'''

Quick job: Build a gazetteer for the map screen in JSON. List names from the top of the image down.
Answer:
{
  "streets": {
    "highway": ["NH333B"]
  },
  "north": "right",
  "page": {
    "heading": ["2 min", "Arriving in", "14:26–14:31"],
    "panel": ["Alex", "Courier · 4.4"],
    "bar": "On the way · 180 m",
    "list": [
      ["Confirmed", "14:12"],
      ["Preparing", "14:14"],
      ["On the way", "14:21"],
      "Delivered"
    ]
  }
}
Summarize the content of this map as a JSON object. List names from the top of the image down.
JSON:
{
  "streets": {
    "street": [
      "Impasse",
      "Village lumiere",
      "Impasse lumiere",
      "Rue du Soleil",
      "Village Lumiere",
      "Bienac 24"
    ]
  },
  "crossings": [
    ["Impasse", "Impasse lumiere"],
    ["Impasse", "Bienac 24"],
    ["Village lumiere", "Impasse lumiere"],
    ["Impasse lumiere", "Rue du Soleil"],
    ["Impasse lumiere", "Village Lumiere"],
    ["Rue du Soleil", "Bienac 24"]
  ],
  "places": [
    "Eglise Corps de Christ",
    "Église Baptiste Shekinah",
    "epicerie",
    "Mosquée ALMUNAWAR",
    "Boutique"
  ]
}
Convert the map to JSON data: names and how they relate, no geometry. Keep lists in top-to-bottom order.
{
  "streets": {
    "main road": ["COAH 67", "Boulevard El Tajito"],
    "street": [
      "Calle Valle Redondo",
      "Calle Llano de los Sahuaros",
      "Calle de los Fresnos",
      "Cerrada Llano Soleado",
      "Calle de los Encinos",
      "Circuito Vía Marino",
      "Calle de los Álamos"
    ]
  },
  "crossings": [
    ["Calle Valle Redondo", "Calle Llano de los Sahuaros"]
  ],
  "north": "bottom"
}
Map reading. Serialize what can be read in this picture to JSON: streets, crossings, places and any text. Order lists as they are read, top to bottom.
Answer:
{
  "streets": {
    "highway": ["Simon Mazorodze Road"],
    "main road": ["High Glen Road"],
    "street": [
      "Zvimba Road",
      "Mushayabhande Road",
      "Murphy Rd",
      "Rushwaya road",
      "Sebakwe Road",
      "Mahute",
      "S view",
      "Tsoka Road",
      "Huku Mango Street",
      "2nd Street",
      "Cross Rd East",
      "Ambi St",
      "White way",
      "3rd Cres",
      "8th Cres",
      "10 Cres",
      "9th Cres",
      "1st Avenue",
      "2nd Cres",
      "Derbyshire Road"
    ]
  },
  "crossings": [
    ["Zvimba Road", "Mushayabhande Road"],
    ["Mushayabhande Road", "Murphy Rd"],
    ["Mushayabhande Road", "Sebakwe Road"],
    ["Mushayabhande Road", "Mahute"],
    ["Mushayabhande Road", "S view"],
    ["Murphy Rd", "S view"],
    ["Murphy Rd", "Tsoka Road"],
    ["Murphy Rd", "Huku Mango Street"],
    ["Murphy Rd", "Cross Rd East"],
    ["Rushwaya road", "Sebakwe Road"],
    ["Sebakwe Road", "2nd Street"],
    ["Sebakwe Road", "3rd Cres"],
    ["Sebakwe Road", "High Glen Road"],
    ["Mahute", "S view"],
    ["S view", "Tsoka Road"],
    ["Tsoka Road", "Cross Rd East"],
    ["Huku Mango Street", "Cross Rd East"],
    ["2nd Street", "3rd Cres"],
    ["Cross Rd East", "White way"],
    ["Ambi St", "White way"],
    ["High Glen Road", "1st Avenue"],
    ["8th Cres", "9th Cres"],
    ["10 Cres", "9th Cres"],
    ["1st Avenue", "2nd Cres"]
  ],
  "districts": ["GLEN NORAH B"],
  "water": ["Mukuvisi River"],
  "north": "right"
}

'''

Problem to solve:
Wherever a line above contains the string "Village", copy that line.

Result of the exercise:
      "Village lumiere",
      "Village Lumiere",
    ["Village lumiere", "Impasse lumiere"],
    ["Impasse lumiere", "Village Lumiere"],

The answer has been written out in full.